═════ Recorded data

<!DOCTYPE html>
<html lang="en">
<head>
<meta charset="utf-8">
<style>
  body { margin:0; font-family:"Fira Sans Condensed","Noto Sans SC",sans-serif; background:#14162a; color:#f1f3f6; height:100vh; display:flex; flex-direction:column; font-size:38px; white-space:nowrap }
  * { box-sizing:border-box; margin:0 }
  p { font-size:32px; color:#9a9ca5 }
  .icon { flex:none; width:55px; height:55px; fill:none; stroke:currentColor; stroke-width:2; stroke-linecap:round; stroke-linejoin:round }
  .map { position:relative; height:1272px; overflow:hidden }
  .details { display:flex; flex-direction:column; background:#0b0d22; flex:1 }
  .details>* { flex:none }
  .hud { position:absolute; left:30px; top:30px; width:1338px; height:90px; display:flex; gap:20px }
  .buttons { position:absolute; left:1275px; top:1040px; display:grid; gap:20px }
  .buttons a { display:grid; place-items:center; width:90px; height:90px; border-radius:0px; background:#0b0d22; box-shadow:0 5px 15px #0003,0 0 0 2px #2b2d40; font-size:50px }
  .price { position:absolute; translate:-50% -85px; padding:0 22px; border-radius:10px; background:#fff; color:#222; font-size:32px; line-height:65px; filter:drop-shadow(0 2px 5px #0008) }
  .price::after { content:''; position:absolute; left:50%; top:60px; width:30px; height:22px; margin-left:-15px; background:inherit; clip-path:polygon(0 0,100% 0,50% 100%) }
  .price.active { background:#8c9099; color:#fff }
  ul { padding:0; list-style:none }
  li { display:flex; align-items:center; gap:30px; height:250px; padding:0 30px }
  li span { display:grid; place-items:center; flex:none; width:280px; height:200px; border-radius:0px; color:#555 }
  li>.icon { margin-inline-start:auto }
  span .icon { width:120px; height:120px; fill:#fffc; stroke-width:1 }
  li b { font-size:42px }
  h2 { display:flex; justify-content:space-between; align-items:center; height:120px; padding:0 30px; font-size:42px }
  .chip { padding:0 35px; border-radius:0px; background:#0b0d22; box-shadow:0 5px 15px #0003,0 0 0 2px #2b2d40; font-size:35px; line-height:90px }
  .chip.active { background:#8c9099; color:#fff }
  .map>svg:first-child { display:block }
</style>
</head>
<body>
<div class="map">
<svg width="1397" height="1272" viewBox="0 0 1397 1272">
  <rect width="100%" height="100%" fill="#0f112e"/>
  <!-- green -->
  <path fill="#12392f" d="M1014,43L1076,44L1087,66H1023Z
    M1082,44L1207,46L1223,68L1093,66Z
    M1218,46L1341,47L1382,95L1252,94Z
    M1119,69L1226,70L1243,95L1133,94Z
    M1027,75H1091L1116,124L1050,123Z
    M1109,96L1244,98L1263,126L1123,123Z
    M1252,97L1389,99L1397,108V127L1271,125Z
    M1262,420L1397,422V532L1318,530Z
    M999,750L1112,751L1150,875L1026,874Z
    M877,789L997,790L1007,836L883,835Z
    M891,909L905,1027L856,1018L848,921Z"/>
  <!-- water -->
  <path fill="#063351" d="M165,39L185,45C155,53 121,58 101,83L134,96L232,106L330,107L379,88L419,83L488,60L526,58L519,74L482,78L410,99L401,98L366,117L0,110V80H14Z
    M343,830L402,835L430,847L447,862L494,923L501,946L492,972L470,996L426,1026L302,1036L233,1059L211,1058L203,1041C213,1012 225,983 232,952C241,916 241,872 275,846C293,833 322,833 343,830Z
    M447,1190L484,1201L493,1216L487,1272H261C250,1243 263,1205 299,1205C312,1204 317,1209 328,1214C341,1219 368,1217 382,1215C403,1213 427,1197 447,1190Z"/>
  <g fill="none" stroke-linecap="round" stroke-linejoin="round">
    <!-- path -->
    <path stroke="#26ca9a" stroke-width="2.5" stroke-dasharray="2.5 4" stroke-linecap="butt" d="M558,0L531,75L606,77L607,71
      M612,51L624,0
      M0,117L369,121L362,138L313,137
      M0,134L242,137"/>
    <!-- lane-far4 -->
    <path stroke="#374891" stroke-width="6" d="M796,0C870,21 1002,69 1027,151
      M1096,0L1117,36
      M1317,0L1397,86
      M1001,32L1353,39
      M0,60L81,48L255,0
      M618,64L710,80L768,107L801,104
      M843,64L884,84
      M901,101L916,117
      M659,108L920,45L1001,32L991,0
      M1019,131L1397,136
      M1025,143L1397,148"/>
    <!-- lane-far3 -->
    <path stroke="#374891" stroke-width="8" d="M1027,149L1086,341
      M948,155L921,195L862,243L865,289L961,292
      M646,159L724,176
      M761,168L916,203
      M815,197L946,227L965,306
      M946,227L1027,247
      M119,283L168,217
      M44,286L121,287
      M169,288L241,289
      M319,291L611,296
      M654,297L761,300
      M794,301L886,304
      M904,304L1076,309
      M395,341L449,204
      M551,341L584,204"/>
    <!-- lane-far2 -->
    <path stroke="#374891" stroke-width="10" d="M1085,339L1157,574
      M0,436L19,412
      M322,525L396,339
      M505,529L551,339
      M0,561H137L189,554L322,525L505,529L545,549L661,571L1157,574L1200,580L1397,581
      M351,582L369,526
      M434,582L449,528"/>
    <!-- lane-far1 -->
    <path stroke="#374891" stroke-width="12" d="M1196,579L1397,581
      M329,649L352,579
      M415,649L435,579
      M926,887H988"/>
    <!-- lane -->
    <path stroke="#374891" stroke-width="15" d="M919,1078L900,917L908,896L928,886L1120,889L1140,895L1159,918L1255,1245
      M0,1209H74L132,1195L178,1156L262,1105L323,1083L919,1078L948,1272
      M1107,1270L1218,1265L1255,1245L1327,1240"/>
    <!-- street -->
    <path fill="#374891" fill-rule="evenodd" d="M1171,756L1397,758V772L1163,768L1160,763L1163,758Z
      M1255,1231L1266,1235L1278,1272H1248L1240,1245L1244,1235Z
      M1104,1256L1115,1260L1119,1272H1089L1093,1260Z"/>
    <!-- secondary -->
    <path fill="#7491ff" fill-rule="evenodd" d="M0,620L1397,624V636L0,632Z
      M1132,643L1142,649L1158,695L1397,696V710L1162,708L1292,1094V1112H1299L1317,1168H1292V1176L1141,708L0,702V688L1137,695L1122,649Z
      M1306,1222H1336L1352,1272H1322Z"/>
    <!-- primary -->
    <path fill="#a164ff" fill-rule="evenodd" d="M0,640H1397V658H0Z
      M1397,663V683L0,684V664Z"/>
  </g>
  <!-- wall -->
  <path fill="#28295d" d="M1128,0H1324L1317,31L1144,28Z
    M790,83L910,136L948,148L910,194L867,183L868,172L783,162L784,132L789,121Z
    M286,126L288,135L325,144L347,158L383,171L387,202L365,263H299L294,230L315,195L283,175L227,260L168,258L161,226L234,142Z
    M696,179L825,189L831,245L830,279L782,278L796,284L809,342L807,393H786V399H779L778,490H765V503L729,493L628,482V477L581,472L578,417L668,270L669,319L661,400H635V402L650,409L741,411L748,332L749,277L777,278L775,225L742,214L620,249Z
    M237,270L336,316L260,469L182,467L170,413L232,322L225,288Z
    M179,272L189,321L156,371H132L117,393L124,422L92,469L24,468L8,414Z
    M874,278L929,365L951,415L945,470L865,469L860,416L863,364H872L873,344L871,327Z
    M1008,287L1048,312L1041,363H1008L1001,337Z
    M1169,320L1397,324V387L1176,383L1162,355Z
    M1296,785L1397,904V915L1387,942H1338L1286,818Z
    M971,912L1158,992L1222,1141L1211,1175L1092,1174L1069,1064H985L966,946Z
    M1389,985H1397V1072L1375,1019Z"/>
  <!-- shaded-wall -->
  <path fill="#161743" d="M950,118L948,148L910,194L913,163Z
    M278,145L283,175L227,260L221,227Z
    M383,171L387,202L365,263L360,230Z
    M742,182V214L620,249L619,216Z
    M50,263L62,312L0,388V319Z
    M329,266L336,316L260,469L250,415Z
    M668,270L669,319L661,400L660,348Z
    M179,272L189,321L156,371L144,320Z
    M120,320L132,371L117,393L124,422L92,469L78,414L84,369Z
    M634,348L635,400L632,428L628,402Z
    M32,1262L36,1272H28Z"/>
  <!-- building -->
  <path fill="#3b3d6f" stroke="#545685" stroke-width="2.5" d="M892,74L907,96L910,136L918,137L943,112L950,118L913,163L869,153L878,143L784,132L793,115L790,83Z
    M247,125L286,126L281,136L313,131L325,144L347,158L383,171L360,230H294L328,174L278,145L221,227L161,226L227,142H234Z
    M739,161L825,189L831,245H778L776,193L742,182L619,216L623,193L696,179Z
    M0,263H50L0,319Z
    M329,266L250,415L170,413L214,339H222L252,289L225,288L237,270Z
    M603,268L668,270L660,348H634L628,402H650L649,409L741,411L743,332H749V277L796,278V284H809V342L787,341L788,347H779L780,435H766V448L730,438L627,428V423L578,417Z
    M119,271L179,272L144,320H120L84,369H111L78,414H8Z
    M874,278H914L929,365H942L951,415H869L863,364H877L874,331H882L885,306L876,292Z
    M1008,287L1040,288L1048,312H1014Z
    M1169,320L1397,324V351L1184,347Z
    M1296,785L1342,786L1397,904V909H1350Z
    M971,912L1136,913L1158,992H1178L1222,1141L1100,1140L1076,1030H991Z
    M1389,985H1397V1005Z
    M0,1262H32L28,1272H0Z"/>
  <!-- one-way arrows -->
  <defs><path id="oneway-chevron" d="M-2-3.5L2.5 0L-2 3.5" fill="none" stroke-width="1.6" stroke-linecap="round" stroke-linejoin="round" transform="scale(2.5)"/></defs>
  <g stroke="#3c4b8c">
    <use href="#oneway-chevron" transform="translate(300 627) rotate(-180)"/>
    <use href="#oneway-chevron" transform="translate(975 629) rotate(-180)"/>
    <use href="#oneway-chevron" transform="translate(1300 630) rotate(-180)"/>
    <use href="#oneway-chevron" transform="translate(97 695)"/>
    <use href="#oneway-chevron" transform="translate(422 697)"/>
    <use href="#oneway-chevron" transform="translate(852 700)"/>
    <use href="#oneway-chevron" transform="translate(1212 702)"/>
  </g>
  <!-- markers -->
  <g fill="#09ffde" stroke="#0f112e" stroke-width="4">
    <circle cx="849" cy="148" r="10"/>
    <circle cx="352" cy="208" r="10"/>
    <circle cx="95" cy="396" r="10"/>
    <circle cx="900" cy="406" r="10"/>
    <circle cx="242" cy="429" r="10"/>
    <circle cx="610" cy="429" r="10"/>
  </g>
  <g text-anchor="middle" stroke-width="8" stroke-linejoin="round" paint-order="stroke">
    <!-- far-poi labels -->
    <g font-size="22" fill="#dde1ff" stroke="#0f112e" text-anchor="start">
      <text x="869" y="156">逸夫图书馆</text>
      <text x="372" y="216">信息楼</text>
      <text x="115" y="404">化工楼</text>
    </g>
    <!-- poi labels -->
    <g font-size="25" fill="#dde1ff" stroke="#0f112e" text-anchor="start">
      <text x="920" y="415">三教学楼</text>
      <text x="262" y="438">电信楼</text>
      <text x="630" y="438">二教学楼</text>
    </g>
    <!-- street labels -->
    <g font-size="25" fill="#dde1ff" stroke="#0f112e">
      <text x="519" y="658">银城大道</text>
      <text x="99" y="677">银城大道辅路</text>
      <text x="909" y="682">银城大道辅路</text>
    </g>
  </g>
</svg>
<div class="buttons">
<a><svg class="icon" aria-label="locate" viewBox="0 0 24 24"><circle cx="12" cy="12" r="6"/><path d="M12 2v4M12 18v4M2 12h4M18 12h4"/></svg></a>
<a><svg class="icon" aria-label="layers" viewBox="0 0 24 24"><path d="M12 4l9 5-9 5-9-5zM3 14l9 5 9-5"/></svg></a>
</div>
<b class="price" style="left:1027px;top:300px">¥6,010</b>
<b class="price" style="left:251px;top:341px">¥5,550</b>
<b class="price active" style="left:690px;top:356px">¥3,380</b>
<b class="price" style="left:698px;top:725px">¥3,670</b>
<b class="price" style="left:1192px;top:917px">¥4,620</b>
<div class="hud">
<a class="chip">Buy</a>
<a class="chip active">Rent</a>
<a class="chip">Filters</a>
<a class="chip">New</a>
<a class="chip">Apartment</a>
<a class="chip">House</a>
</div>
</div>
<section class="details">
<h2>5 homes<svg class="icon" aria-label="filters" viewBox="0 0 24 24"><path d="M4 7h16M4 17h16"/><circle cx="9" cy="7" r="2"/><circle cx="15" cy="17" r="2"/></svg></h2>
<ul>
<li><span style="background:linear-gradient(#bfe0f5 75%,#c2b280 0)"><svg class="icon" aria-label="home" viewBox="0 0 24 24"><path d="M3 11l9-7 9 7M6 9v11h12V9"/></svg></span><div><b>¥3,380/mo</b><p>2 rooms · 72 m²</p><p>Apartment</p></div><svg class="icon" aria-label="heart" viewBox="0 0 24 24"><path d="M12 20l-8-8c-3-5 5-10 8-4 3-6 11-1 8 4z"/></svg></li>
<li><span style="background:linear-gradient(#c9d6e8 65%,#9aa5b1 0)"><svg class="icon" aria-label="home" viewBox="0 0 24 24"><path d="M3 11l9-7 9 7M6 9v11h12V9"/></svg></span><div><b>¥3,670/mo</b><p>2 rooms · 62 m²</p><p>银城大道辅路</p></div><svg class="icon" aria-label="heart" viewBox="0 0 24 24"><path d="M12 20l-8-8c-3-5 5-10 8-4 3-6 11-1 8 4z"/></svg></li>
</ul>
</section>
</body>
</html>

══════════

[What the exercise asks]: In the entries above, find each line with the word "buttons" and copy it.

[Exercise solution]:
  .buttons { position:absolute; left:1275px; top:1040px; display:grid; gap:20px }
  .buttons a { display:grid; place-items:center; width:90px; height:90px; border-radius:0px; background:#0b0d22; box-shadow:0 5px 15px #0003,0 0 0 2px #2b2d40; font-size:50px }
<div class="buttons">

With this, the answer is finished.